Direct na de hevige explosies zonk het achterschip weg. Ik heb nog geprobeerd de scheepspapieren te bemachtigen, maar zag daar geen kans meer toe, daar ik al tot het middel in ‘t water stond en met het schip ten onder dreigde te gaan. Ik moet u nog vertellen dat ik de zwemkunst niet machtig was, wel had ik een zwemvest om. Ik zat gevangen onder de voorkant van de brug. Gelukkig dreven er vlak bij me twee luiken. Ik heb, met onder iedere arm een luik, mij onder de brug vandaan weten te werken, waarna ik naar de kiel van het rechtopstaande schip dreef.
Vlak bij me kwam nog iemand onder het water vandaan; ik herkende hem niet want hij was zo zwart als een neger. Er was blijkbaar een bom in de bunker ontploft, want er dreef een dikke laag kolengruis op het water. Die persoon heb ik ook later niet meer gezien. Door stroom en wind bleef ik maar steeds tegen de huid van het rechtopstaande schip drijven. Op een gegeven moment kwam de zgn. vliegenkast, die op de onderbrug had gestaan, naar mij toedrijven. Deze lag wat hoger op het water en ik liet de luiken los en zag kans de vrijgekomen arm om de vliegenkast te slaan. Hierdoor kwam ik vrij van het zinkende schip. Verderop zag ik een omgekeerde reddingsloep drijven met enige mensen erop. Ook op het vlot (het was door de explosies doormidden geslagen) bevonden zich overlevenden. En daar dreef ik dan, de andere schepen van het konvooi passeerden vlakbij. Ik schreeuwde om hulp, maar die schepen mochten niet stoppen. Wel werd ik opgemerkt, want ik zag opvarenden met de armen zwaaien en ik hoorde ze roepen.

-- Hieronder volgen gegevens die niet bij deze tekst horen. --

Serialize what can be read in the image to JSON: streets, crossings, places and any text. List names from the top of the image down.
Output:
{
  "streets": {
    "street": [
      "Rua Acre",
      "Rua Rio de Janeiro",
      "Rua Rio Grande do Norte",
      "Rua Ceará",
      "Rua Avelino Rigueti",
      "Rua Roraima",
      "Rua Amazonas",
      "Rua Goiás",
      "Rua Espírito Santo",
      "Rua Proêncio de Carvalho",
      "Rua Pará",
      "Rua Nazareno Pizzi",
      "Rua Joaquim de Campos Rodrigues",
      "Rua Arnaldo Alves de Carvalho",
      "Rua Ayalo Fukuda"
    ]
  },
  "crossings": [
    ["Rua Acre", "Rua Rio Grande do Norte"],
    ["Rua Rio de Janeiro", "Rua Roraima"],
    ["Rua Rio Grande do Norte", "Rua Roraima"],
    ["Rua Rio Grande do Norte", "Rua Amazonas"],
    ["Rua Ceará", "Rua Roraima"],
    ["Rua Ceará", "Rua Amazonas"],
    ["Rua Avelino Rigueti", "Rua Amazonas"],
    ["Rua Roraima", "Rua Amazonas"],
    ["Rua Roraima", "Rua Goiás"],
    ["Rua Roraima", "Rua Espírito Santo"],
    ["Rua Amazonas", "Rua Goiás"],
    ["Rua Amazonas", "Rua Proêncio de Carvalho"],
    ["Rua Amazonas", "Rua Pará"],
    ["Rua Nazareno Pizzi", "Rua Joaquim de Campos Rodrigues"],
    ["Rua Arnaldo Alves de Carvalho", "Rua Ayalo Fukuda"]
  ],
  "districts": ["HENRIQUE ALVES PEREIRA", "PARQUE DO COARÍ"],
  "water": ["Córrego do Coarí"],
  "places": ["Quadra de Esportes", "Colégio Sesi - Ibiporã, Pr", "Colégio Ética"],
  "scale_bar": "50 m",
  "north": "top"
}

Na omstreeks een uur in het koude water te hebben rondgedreven kwam er een Engels oorlogsschip dat mij opmerkte. Ze draaiden bij en er werd een lijn naar mij toegegooid, maar die kwam te ver van me af om het te kunnen pakken. Het oorlogsschip werd in een beter positie gemanoeuvreerd, waarna een tweede lijn mij toegeworpen werd. Die kwam over mijn schouder te liggen, zodat ik nu de vliegenkast en het luik kon loslaten en de lijn stevig vastgreep. Zo werd ik langszij getrokken, maar zag geen kans om het reddingsnet dat langszij de oorlogsbodem hing, vast te pakken. Enige opvarenden die naar beneden waren geklommen trokken mij aan boord van de destroyer. Ik hoorde ze nog roepen: We got the captain, waarna er een flinke bel whiskey in mijn keelgat werd gegoten en ik naar de badkamer werd gebracht om daar onder een hete douche op verhaal te komen. Toen ik daar in de spiegel keek zag ik dat ik zelf ook zo zwart was als een neger.
Tijdens het douchen hoorde ik in de cel ernaast Hollands spreken; het was de stem van de eerste stuurman Akkerman. We werden in Yarmouth aan land gebracht. Van de 25 opvarenden hadden twaalf het leven bij deze ramp verloren.